Tödliche Messerangriffe in St. Elizabeth und Clarendon – Mordrate in Jamaika sinkt um 23 %
Die Polizei ermittelt zu zwei unabhängigen tödlichen Messerangriffen in St. Elizabeth und Clarendon, bei denen am Sonntag zwei Männer getötet wurden. In beiden Fällen befinden sich Verdächtige in Gewahrsam, während Ermittler ihre Arbeit fortsetzen.
Der 22-jährige Taji Atkins, ein arbeitsloser Einwohner des Union District in Balaclava, St. Elizabeth, wurde kurz nach 6:30 Uhr morgens mit mehreren Stichverletzungen hinter seinem Haus aufgefunden. Ein Arzt erklärte ihn noch am Tatort für tot. Ermittler sagten, der mutmaßliche Angreifer habe sich später der Polizei gestellt und befinde sich weiterhin in Gewahrsam, während die Black River Criminal Investigation Branch ihre Ermittlungen fortsetzt.
In Clarendon wurde der 57-jährige Unternehmer Errol Nelson gegen etwa 14:00 Uhr in seinem Geschäft, dem Brandon Hill Breadfruit Tree Shop in Crofts Hill, erstochen. Die Polizei sagte, der mutmaßliche Täter sei anschließend festgenommen worden. Der May Pen CIB zugewiesenen Ermittler untersuchen die Umstände der Tötung.
Die Todesfälle reihen sich in eine Serie tödlicher Messerangriffe ein, die in den letzten Tagen landesweit gemeldet wurden. Jamaika verzeichnete landesweit eine zweite Woche in Folge mit einstelligen Mordzahlen: Zwischen dem 21. und dem 27. Juni gab es sechs Tötungsdelikte, nach acht in der Vorwoche. Stand 27. Juni lag die Mordbilanz bei 265 – ein Rückgang um 23 % gegenüber 342 im entsprechenden Zeitraum des Vorjahres. Die jüngsten Zahlen der Jamaica Constabulary Force zeigen auch Rückgänge bei Schießereien, Verletzungen, Vergewaltigungen, Raubüberfällen und Einbrüchen und tragen zu einem Rückgang schwerer Straftaten um 20 % bei. St. James führt unter den Polizeiabschnitten mit 35 Morden seit Jahresbeginn an – ein Anstieg um 25 % im Jahresvergleich –, während St. Andrew South trotz eines Rückgangs um 51 % 22 verzeichnete. St. Andrew Central meldete 21 Morde, Clarendon 20 und Kingston Eastern 19.

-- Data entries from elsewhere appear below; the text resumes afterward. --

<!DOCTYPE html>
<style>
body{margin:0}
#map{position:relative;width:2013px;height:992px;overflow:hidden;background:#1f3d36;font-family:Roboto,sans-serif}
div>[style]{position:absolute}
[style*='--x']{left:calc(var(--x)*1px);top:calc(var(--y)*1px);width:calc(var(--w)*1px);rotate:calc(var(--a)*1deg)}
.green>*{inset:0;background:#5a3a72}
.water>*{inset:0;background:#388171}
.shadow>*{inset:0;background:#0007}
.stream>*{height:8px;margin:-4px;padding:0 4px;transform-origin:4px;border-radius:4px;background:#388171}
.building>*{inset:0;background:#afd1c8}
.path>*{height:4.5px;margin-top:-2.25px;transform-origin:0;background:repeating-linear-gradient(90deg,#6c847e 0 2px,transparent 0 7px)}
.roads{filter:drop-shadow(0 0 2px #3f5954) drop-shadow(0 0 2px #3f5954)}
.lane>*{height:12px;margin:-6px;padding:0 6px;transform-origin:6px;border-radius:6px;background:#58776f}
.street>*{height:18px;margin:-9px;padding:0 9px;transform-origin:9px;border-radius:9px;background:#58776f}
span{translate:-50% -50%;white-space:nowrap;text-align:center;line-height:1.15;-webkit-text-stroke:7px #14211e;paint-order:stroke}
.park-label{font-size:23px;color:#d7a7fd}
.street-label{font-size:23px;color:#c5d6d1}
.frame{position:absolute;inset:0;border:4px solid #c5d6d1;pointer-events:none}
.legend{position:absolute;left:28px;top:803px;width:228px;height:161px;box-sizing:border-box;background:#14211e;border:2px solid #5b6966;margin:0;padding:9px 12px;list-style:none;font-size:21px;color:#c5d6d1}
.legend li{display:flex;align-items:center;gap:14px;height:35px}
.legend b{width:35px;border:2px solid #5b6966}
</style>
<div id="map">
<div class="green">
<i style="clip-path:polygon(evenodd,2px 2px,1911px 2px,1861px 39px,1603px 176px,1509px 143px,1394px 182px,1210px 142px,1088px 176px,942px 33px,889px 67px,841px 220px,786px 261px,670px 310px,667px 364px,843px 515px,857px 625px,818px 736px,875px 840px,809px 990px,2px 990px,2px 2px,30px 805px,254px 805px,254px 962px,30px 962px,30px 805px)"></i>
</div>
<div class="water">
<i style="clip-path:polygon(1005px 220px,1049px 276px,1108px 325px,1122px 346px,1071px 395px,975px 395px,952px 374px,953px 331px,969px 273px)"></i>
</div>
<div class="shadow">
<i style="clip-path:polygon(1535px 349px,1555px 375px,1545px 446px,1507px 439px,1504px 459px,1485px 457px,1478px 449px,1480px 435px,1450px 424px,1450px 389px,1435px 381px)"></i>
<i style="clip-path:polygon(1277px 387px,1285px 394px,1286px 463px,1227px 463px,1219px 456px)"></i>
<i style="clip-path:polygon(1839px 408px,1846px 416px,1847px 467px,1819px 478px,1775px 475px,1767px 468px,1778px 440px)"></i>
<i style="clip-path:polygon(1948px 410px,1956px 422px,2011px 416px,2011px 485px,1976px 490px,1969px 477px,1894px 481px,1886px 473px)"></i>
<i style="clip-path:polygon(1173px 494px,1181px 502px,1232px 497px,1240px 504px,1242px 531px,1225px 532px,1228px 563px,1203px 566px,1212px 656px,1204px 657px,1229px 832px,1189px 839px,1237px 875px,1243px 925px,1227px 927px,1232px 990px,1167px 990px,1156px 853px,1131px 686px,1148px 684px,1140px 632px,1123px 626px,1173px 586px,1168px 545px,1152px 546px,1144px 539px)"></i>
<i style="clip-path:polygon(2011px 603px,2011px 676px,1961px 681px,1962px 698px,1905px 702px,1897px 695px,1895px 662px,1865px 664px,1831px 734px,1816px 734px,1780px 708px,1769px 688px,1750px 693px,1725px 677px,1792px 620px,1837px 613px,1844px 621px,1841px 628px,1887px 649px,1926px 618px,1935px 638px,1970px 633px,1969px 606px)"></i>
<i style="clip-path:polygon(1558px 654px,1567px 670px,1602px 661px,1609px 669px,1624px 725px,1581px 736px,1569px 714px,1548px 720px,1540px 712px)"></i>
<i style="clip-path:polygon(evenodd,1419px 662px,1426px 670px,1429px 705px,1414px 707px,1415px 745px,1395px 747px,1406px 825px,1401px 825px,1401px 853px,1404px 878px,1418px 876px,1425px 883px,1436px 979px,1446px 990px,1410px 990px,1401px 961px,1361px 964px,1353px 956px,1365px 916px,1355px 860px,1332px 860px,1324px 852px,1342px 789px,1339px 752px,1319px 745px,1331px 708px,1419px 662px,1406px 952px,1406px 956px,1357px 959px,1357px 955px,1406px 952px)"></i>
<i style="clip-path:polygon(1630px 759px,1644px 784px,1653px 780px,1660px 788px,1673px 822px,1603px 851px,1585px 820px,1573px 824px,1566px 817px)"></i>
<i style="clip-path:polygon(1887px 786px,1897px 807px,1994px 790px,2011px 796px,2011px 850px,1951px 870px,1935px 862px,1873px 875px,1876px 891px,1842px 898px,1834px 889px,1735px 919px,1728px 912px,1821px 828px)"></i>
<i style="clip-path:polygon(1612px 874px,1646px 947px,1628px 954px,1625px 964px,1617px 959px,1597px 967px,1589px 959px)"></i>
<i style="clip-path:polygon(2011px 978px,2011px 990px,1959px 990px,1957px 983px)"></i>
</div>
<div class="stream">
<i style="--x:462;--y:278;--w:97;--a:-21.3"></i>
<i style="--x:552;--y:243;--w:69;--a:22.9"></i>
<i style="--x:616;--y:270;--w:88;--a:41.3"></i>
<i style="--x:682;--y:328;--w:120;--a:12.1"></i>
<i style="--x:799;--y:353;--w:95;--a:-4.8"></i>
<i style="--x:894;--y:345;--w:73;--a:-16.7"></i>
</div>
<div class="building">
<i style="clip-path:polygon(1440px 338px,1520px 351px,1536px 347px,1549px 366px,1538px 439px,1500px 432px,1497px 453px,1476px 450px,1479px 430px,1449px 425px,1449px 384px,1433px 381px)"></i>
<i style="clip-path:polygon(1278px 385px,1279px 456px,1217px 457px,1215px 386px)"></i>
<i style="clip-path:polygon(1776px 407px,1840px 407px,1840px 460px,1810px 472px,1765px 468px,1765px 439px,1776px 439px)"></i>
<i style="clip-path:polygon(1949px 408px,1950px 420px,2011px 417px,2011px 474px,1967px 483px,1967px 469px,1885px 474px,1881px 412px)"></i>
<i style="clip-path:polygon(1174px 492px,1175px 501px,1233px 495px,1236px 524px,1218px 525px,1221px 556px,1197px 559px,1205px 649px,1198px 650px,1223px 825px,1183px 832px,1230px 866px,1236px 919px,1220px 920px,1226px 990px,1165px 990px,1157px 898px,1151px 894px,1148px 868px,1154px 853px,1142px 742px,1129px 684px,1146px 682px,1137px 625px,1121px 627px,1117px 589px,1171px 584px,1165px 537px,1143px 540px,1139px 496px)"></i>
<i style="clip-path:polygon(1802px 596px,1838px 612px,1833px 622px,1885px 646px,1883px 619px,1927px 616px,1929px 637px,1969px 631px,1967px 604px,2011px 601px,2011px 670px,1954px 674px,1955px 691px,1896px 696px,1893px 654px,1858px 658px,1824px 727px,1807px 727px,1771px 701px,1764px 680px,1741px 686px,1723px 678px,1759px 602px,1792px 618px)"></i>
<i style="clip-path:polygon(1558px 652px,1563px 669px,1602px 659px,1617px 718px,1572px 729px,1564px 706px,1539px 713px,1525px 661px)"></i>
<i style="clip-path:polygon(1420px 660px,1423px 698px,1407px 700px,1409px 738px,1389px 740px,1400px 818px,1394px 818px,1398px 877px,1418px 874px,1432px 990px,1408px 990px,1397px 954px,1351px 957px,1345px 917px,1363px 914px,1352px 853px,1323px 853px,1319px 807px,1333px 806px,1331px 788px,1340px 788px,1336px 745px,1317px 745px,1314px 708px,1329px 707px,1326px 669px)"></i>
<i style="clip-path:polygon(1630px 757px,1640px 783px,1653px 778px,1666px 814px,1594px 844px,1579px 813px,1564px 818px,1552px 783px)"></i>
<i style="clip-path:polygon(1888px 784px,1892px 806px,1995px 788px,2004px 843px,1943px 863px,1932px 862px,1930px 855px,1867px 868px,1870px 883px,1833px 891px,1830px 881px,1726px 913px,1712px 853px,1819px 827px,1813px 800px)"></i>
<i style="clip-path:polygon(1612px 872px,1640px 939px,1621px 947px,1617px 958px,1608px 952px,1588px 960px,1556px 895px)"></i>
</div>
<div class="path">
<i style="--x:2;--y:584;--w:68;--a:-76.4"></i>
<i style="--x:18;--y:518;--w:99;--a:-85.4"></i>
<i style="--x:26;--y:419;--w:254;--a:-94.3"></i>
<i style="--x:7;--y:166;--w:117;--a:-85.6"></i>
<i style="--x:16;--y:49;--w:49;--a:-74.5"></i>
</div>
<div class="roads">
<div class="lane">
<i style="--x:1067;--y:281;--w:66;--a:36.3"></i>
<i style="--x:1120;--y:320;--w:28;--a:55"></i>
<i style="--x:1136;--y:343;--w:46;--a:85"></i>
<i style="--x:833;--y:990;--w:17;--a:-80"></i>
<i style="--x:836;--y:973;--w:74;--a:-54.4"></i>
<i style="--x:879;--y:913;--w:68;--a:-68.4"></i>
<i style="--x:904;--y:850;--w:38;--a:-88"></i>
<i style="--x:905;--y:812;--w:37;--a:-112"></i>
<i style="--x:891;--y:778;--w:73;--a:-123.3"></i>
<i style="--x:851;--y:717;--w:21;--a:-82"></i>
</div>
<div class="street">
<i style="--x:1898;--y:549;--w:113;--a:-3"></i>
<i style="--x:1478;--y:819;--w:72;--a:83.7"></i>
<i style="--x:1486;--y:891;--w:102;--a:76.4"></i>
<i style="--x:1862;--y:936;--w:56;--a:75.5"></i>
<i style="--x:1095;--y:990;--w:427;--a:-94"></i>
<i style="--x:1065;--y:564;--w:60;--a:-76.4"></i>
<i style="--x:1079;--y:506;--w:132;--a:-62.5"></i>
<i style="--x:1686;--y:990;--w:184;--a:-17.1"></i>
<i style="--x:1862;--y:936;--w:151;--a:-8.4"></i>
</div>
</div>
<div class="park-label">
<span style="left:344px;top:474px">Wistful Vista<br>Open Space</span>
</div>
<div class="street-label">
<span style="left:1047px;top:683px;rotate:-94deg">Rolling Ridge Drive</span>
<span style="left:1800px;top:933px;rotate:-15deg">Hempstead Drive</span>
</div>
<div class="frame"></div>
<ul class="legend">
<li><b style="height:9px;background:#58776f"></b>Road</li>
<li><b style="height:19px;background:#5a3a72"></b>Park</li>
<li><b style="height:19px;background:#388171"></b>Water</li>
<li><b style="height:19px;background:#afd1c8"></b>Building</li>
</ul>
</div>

In Manchester trat am Montag um 18:00 Uhr eine 48-stündige Ausgangssperre in Upper und Lower Greenvale, Greenville, in Kraft, nachdem am Samstag ein Bewohner im Gesicht erschossen wurde, während er in seinem Auto in einem als Texas bekannten Gebiet saß. Die Polizei sagte, er habe sich selbst ins Krankenhaus gefahren, um sich behandeln zu lassen. Deputy Superintendent Valin Amos, Manchester operations officer, sagte, die Maßnahme gelte bis Mittwoch, 18:00 Uhr, und die Beamten würden soziale Interventionsmaßnahmen fortsetzen, darunter ein lokales Fußballturnier.
Fast 30 Anwohner setzten am Sonntag knapp zwei Stunden lang den Abgeordneten für St. Andrew Northwestern, Dwayne Smith, zu maroden Straßen, stagnierenden Infrastrukturprojekten, Straßenständen und dem Einsatz des Wahlbezirksfonds unter Druck. Die Sitzung der Havenale and Meadowbrook Citizens Association im Gemeindezentrum an der Border Avenue und Flemington Drive wurde von Vereinspräsidentin Opel Davis geleitet, die zugleich die National Neighborhood Watch führt.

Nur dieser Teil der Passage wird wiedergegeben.